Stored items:
.....

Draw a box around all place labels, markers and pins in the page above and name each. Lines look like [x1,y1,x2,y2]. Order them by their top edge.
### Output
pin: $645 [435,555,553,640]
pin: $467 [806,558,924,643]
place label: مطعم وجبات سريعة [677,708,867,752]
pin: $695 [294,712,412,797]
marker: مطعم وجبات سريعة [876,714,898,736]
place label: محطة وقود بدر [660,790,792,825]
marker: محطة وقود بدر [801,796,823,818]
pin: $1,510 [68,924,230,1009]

.....

Work instructions | Reply with the complete records, restated exactly.

Answer box |
Draw a box around all place labels, markers and pins in the page above and name each. Lines look like [x1,y1,x2,y2]. Order them by their top edge.
### Output
pin: $645 [435,555,553,640]
pin: $467 [806,558,924,643]
place label: مطعم وجبات سريعة [677,708,867,752]
pin: $695 [294,712,412,797]
marker: مطعم وجبات سريعة [876,714,898,736]
place label: محطة وقود بدر [660,790,792,825]
marker: محطة وقود بدر [801,796,823,818]
pin: $1,510 [68,924,230,1009]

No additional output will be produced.